I ask for a print out of my test results and we start discussing Chemo brain and the spinal tap chemo and two rounds of high-dose Methotrexate that were all part of my cancer treatment. He wants to wait for the new test results before we move forward with a diagnosis for my cognitive challenges. I feel calm and confident with this course of action and thank him for his time. He reminds Gaby to let the MRI technicians know to alert him once my test is done, so he makes sure he follows up on the results. I want to hug him in appreciation.

 

Knowing that I’m in the best hands possible, we pack up our stuff and head out into the hall. I try not to think about the MRI and the EEG, choosing to focus on the positive: my blood test results are good and I don’t have any symptoms.

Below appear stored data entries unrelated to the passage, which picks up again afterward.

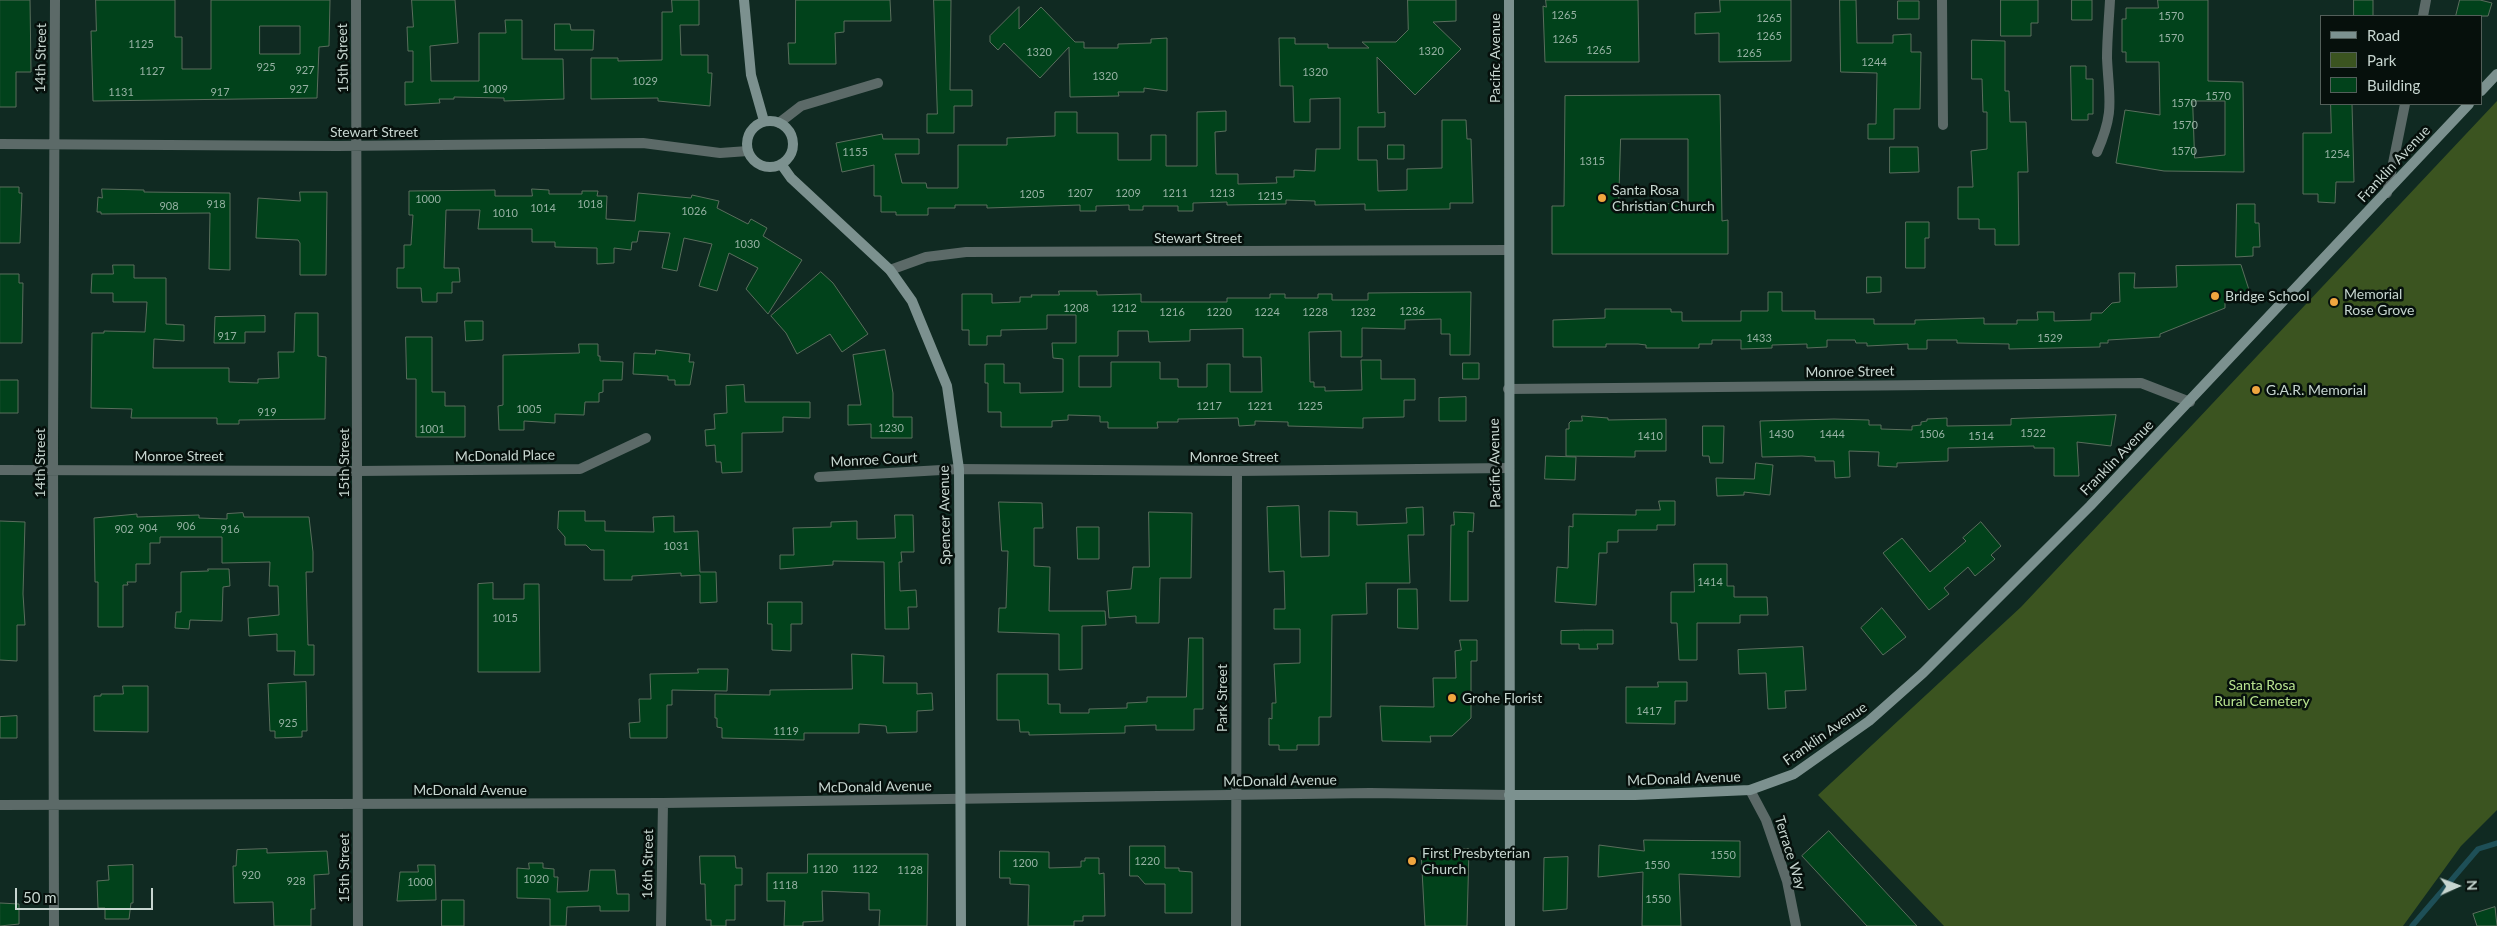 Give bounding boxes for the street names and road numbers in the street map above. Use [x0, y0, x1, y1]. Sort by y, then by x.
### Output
street label: Pacific Avenue [1487, 13, 1503, 103]
street label: 14th Street [32, 23, 50, 93]
street label: 15th Street [334, 23, 352, 93]
street label: Franklin Avenue [2354, 122, 2434, 206]
street label: Stewart Street [330, 124, 418, 140]
street label: Stewart Street [1154, 230, 1242, 246]
street label: Monroe Street [1805, 363, 1895, 381]
street label: Franklin Avenue [2077, 417, 2157, 499]
street label: Pacific Avenue [1486, 418, 1504, 508]
street label: 14th Street [32, 428, 48, 498]
street label: 15th Street [336, 428, 352, 498]
street label: McDonald Place [455, 447, 555, 465]
street label: Monroe Street [134, 448, 224, 464]
street label: Monroe Court [830, 449, 918, 471]
street label: Monroe Street [1189, 449, 1279, 465]
street label: Spencer Avenue [936, 465, 954, 565]
street label: Park Street [1214, 664, 1230, 732]
street label: Franklin Avenue [1780, 699, 1870, 769]
street label: McDonald Avenue [1627, 769, 1741, 789]
street label: McDonald Avenue [1223, 772, 1337, 790]
street label: McDonald Avenue [818, 778, 932, 796]
street label: McDonald Avenue [413, 782, 527, 798]
street label: Terrace Way [1771, 814, 1809, 892]
street label: 16th Street [639, 829, 657, 899]
street label: 15th Street [336, 833, 352, 903]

I’ve been looking forward to May 30, 2019 for an entire year; the statistic of making it through the first year cancer free have been a big weight on my shoulders. Making it through another four years cancer free is another milestone I’m so desperate to make.

 

As we round the corner and head back towards the treatment room, I turn around and grab Gaby’s hand.

 

“Nechama,” I said with relief. “Her name is Nechama.”